=== Begin Enclosure ===
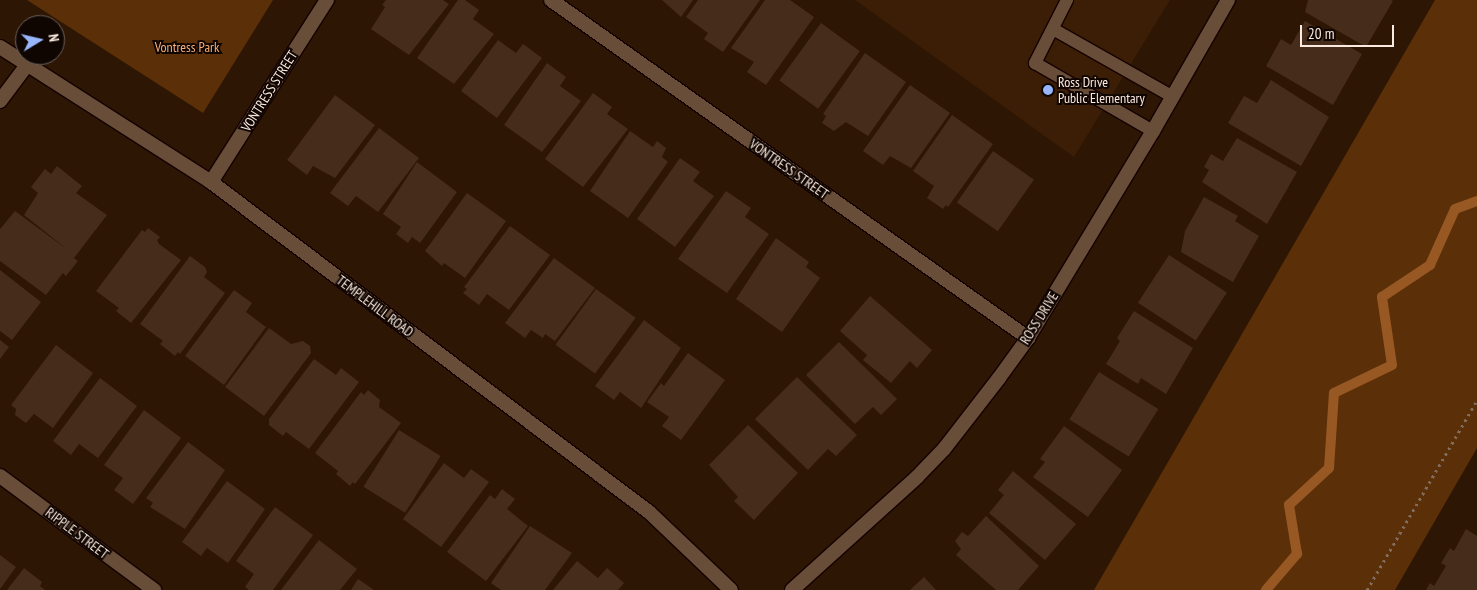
<!DOCTYPE html>
<style>
body{margin:0}
#map{position:relative;width:1477px;height:590px;overflow:hidden;background:#2e1604;font-family:"PT Sans Narrow",sans-serif}
div>[style]{position:absolute}
.built>*{inset:0;background:#3b1e05}
.green>*{inset:0;background:#5b2f07}
.stream>*{height:10px;margin:-5px;padding:0 5px;transform-origin:5px;border-radius:5px;background:#985823}
.building>*{inset:0;background:#462c1a;transform-origin:0 0}
.path>*{height:3px;margin-top:-1.5px;transform-origin:0;background:repeating-linear-gradient(90deg,#816c5d 0 2.5px,transparent 0 6.5px)}
.roads{filter:drop-shadow(1px 0 #150200) drop-shadow(-1px 0 #150200) drop-shadow(0 1px #150200) drop-shadow(0 -1px #150200)}
.service>*{height:12px;margin:-6px;padding:0 6px;transform-origin:6px;border-radius:6px;background:#684d39}
.minor>*{height:14px;margin:-7px;padding:0 7px;transform-origin:7px;border-radius:7px;background:#684d39}
.dots>*{width:14px;height:14px;translate:-50% -50%;box-sizing:border-box;border:2px solid #0f0501;border-radius:50%}
span{translate:-50% -50%;white-space:nowrap;text-align:center;line-height:1.15;-webkit-text-stroke:4px #0f0501;paint-order:stroke}
.park-label{font-size:14px;color:#f8af7a}
.poi-label{font-size:14px;color:#fbeadf}
.left{translate:0 -50%;text-align:left}
.street-label{font-size:14px;color:#fbeadf}
.north{position:absolute;left:15px;top:15px;width:50px;height:50px;box-sizing:border-box;background:#0f0501;border:1px solid #6d615a;border-radius:50%;rotate:81deg;font-size:14px;font-weight:700;line-height:20px;text-align:center;color:#fbeadf}
.north::after{content:'';display:block;margin:auto;width:18px;height:22px;background:#97b6fd;clip-path:polygon(50% 0,100% 100%,50% 72%,0 100%)}
.scale{position:absolute;left:1300px;top:25px;width:94px;height:22px;box-sizing:border-box;border:2px solid #fbeadf;border-top:0;padding-left:6px;font-size:15px;line-height:18px;white-space:nowrap;color:#fbeadf;-webkit-text-stroke:4px #0f0501;paint-order:stroke}
</style>
<div id="map">
<div class="built">
<i style="clip-path:polygon(855px 0,1170px 0,1074px 157px)"></i>
</div>
<div class="green">
<i style="clip-path:polygon(27px 0,273px 0,203px 113px)"></i>
<i style="clip-path:polygon(1435px 0,1477px 0,1477px 448px,1395px 590px,1094px 590px)"></i>
</div>
<div class="stream">
<i style="left:1266px;top:590px;width:48px;rotate:-49.3deg"></i>
<i style="left:1297px;top:554px;width:50px;rotate:-99.3deg"></i>
<i style="left:1289px;top:505px;width:54px;rotate:-42.8deg"></i>
<i style="left:1329px;top:468px;width:75px;rotate:-86.2deg"></i>
<i style="left:1334px;top:393px;width:64px;rotate:-25.8deg"></i>
<i style="left:1392px;top:365px;width:69px;rotate:-98.4deg"></i>
<i style="left:1382px;top:297px;width:58px;rotate:-33.7deg"></i>
<i style="left:1430px;top:265px;width:61px;rotate:-65.9deg"></i>
<i style="left:1455px;top:209px;width:23px;rotate:-20deg"></i>
</div>
<div class="building">
<i style="clip-path:polygon(386px 0,443px 0,449px 4px,409px 55px,371px 29px,385px 7px,382px 5px)"></i>
<i style="clip-path:polygon(458px 0,465px 0,479px 10px,473px 19px,494px 34px,454px 84px,417px 58px)"></i>
<i style="clip-path:polygon(662px 0,693px 0,681px 17px)"></i>
<i style="clip-path:polygon(698px 0,760px 0,723px 52px,704px 39px,708px 33px,686px 17px)"></i>
<i style="clip-path:polygon(765px 0,790px 0,814px 17px,766px 85px,747px 72px,754px 62px,731px 48px)"></i>
<i style="clip-path:polygon(1308px 0,1391px 0,1393px 1px,1366px 47px,1305px 12px)"></i>
<i style="clip-path:polygon(1305px 21px,1362px 54px,1333px 105px,1266px 66px,1281px 39px,1291px 45px)"></i>
<i style="left:821px;top:23px;width:48px;height:71px;rotate:36deg"></i>
<i style="clip-path:polygon(498px 40px,516px 53px,523px 44px,542px 58px,497px 118px,461px 91px)"></i>
<i style="clip-path:polygon(865px 53px,906px 82px,868px 136px,846px 122px,834px 131px,822px 123px,826px 116px,823px 114px)"></i>
<i style="clip-path:polygon(547px 63px,566px 77px,560px 86px,581px 101px,542px 152px,504px 125px)"></i>
<i style="clip-path:polygon(1271px 80px,1329px 117px,1301px 166px,1228px 123px,1244px 96px,1257px 103px)"></i>
<i style="clip-path:polygon(910px 85px,950px 113px,911px 168px,890px 156px,883px 165px,863px 151px)"></i>
<i style="clip-path:polygon(593px 93px,612px 107px,607px 114px,628px 129px,583px 187px,545px 159px)"></i>
<i style="clip-path:polygon(335px 95px,375px 125px,335px 178px,313px 166px,307px 175px,287px 160px)"></i>
<i style="clip-path:polygon(952px 115px,993px 144px,948px 207px,946px 205px,943px 209px,927px 198px,934px 186px,913px 171px)"></i>
<i style="clip-path:polygon(379px 128px,419px 158px,378px 212px,356px 196px,348px 206px,330px 193px)"></i>
<i style="clip-path:polygon(630px 131px,653px 147px,657px 141px,666px 148px,662px 157px,668px 162px,628px 218px,590px 191px)"></i>
<i style="clip-path:polygon(1237px 138px,1297px 172px,1267px 224px,1202px 182px,1209px 170px,1204px 167px,1211px 154px,1223px 161px)"></i>
<i style="left:993px;top:151px;width:50px;height:63px;rotate:35deg"></i>
<i style="clip-path:polygon(680px 158px,700px 172px,693px 181px,714px 196px,675px 247px,637px 219px)"></i>
<i style="clip-path:polygon(417px 162px,457px 192px,420px 243px,412px 237px,408px 243px,396px 234px,401px 227px,383px 214px)"></i>
<i style="clip-path:polygon(57px 166px,82px 186px,76px 193px,107px 215px,74px 258px,78px 261px,66px 276px,63px 273px,46px 295px,0 261px,0 229px,15px 211px,68px 250px,24px 215px,38px 193px,31px 187px,45px 169px,51px 174px)"></i>
<i style="clip-path:polygon(726px 191px,751px 208px,745px 217px,769px 234px,727px 293px,678px 259px)"></i>
<i style="clip-path:polygon(467px 193px,506px 221px,465px 278px,444px 263px,442px 266px,425px 251px)"></i>
<i style="clip-path:polygon(1204px 197px,1238px 216px,1235px 221px,1259px 236px,1233px 282px,1181px 252px,1185px 231px)"></i>
<i style="clip-path:polygon(510px 226px,550px 255px,509px 310px,487px 294px,479px 305px,463px 293px,467px 289px,464px 287px)"></i>
<i style="clip-path:polygon(148px 228px,160px 237px,157px 240px,159px 244px,181px 260px,131px 323px,116px 311px,119px 308px,96px 291px,142px 230px,145px 232px)"></i>
<i style="clip-path:polygon(776px 238px,809px 262px,806px 267px,820px 278px,782px 332px,736px 299px)"></i>
<i style="left:1169px;top:255px;width:69px;height:57px;rotate:33deg"></i>
<i style="clip-path:polygon(190px 256px,205px 267px,207px 272px,204px 277px,225px 293px,180px 354px,178px 352px,175px 356px,160px 344px,163px 341px,140px 324px)"></i>
<i style="clip-path:polygon(554px 258px,595px 288px,555px 341px,545px 334px,543px 338px,531px 330px,525px 338px,505px 323px)"></i>
<i style="clip-path:polygon(0 270px,41px 302px,12px 340px,0 331px)"></i>
<i style="left:596px;top:289px;width:49px;height:69px;rotate:36deg"></i>
<i style="clip-path:polygon(234px 290px,252px 303px,246px 312px,266px 327px,224px 385px,185px 356px)"></i>
<i style="clip-path:polygon(870px 296px,932px 350px,917px 368px,910px 361px,891px 383px,863px 360px,867px 355px,840px 331px)"></i>
<i style="clip-path:polygon(1134px 311px,1193px 348px,1166px 394px,1141px 378px,1138px 384px,1106px 364px,1120px 341px,1117px 338px)"></i>
<i style="clip-path:polygon(644px 320px,681px 348px,641px 408px,620px 392px,614px 400px,595px 386px)"></i>
<i style="clip-path:polygon(269px 328px,291px 344px,303px 341px,310px 346px,311px 353px,264px 416px,225px 387px)"></i>
<i style="clip-path:polygon(0 340px,9px 347px,0 359px)"></i>
<i style="clip-path:polygon(839px 342px,897px 399px,881px 415px,873px 407px,855px 424px,806px 375px)"></i>
<i style="clip-path:polygon(56px 345px,93px 373px,53px 428px,34px 414px,26px 423px,15px 415px,16px 409px,11px 405px)"></i>
<i style="clip-path:polygon(688px 353px,725px 380px,681px 440px,662px 426px,669px 417px,647px 402px,661px 383px,664px 386px)"></i>
<i style="clip-path:polygon(314px 359px,336px 375px,341px 368px,359px 382px,309px 449px,286px 432px,283px 436px,269px 425px,269px 419px)"></i>
<i style="left:1099px;top:372px;width:70px;height:56px;rotate:32deg"></i>
<i style="clip-path:polygon(797px 377px,857px 435px,836px 456px,828px 449px,808px 470px,755px 419px)"></i>
<i style="clip-path:polygon(100px 378px,137px 406px,98px 458px,79px 444px,71px 455px,53px 441px)"></i>
<i style="clip-path:polygon(368px 390px,380px 400px,379px 407px,401px 423px,355px 484px,353px 482px,350px 486px,336px 474px,338px 471px,315px 453px,361px 392px,364px 395px)"></i>
<i style="clip-path:polygon(144px 410px,181px 438px,133px 504px,114px 490px,123px 478px,104px 465px)"></i>
<i style="clip-path:polygon(748px 425px,798px 473px,754px 520px,734px 501px,738px 497px,709px 465px)"></i>
<i style="clip-path:polygon(1064px 426px,1122px 470px,1088px 517px,1033px 477px,1045px 462px,1040px 459px)"></i>
<i style="left:399px;top:430px;width:49px;height:67px;rotate:32deg"></i>
<i style="clip-path:polygon(188px 442px,225px 470px,185px 529px,150px 507px,153px 503px,146px 498px)"></i>
<i style="clip-path:polygon(444px 463px,464px 478px,471px 469px,489px 482px,441px 547px,403px 519px)"></i>
<i style="clip-path:polygon(1013px 471px,1076px 524px,1045px 560px,989px 513px,1004px 495px,998px 490px)"></i>
<i style="clip-path:polygon(227px 481px,265px 509px,228px 563px,207px 548px,201px 556px,182px 542px)"></i>
<i style="clip-path:polygon(502px 489px,515px 499px,507px 509px,528px 526px,486px 581px,447px 552px,490px 495px,495px 499px)"></i>
<i style="clip-path:polygon(275px 507px,313px 535px,273px 590px,249px 590px,245px 587px,254px 574px,236px 561px)"></i>
<i style="clip-path:polygon(986px 516px,1039px 566px,1018px 590px,996px 590px,956px 555px,961px 549px,955px 541px,962px 532px,968px 536px)"></i>
<i style="clip-path:polygon(530px 526px,572px 553px,545px 590px,501px 590px,491px 583px)"></i>
<i style="clip-path:polygon(1466px 529px,1477px 536px,1477px 590px,1426px 590px,1430px 583px,1434px 586px,1446px 566px,1441px 563px,1450px 548px,1454px 551px)"></i>
<i style="clip-path:polygon(319px 540px,357px 569px,340px 590px,281px 590px)"></i>
<i style="clip-path:polygon(0 555px,16px 567px,0 589px)"></i>
<i style="clip-path:polygon(577px 561px,598px 578px,607px 568px,624px 583px,618px 590px,553px 590px)"></i>
<i style="clip-path:polygon(24px 568px,42px 582px,40px 586px,45px 590px,7px 590px)"></i>
<i style="clip-path:polygon(924px 577px,936px 590px,910px 590px)"></i>
<i style="clip-path:polygon(358px 579px,374px 590px,351px 590px)"></i>
</div>
<div class="path">
<i style="left:1367px;top:590px;width:220px;rotate:-59.9deg"></i>
</div>
<div class="roads">
<div class="service">
<i style="left:1067px;top:0;width:71px;rotate:116.9deg"></i>
<i style="left:1035px;top:63px;width:136px;rotate:30deg"></i>
<i style="left:1053px;top:29px;width:138px;rotate:29.5deg"></i>
</div>
<div class="minor">
<i style="left:551px;top:0;width:585px;rotate:35.32deg"></i>
<i style="left:0;top:47px;width:250px;rotate:32.6deg"></i>
<i style="left:211px;top:182px;width:548px;rotate:37deg"></i>
<i style="left:649px;top:512px;width:113px;rotate:43.6deg"></i>
<i style="left:0;top:101px;width:45px;rotate:-53.1deg"></i>
<i style="left:211px;top:182px;width:216px;rotate:-57.5deg"></i>
<i style="left:0;top:476px;width:192px;rotate:36.5deg"></i>
<i style="left:792px;top:590px;width:169px;rotate:-42.1deg"></i>
<i style="left:917px;top:477px;width:39px;rotate:-46deg"></i>
<i style="left:944px;top:449px;width:90px;rotate:-52.2deg"></i>
<i style="left:999px;top:378px;width:49px;rotate:-54.1deg"></i>
<i style="left:1028px;top:338px;width:242px;rotate:-58.9deg"></i>
<i style="left:1153px;top:131px;width:151px;rotate:-60.2deg"></i>
</div>
</div>
<div class="dots">
<i style="left:1048px;top:90px;background:#97b6fd"></i>
</div>
<div class="park-label">
<span style="left:187px;top:47px">Vontress Park</span>
</div>
<div class="poi-label">
<span class="left" style="left:1058px;top:90px">Ross Drive<br>Public Elementary</span>
</div>
<div class="street-label">
<span style="left:269px;top:91px;rotate:-58deg">VONTRESS STREET</span>
<span style="left:789px;top:169px;rotate:35deg">VONTRESS STREET</span>
<span style="left:375px;top:306px;rotate:37deg">TEMPLEHILL ROAD</span>
<span style="left:1039px;top:318px;rotate:-58deg">ROSS DRIVE</span>
<span style="left:77px;top:533px;rotate:37deg">RIPPLE STREET</span>
</div>
<div class="north">N</div>
<div class="scale">20 m</div>
</div>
=== End Enclosure ===
Start with the line above that contains "311px,1193px 348px,1166px 394px,1141px" and end with the line that contains "320px,681px 348px,641px 408px,620px". Write out those lines exactly, and only those.

**SOLUTION TO THIS TASK**:
<i style="clip-path:polygon(1134px 311px,1193px 348px,1166px 394px,1141px 378px,1138px 384px,1106px 364px,1120px 341px,1117px 338px)"></i>
<i style="clip-path:polygon(644px 320px,681px 348px,641px 408px,620px 392px,614px 400px,595px 386px)"></i>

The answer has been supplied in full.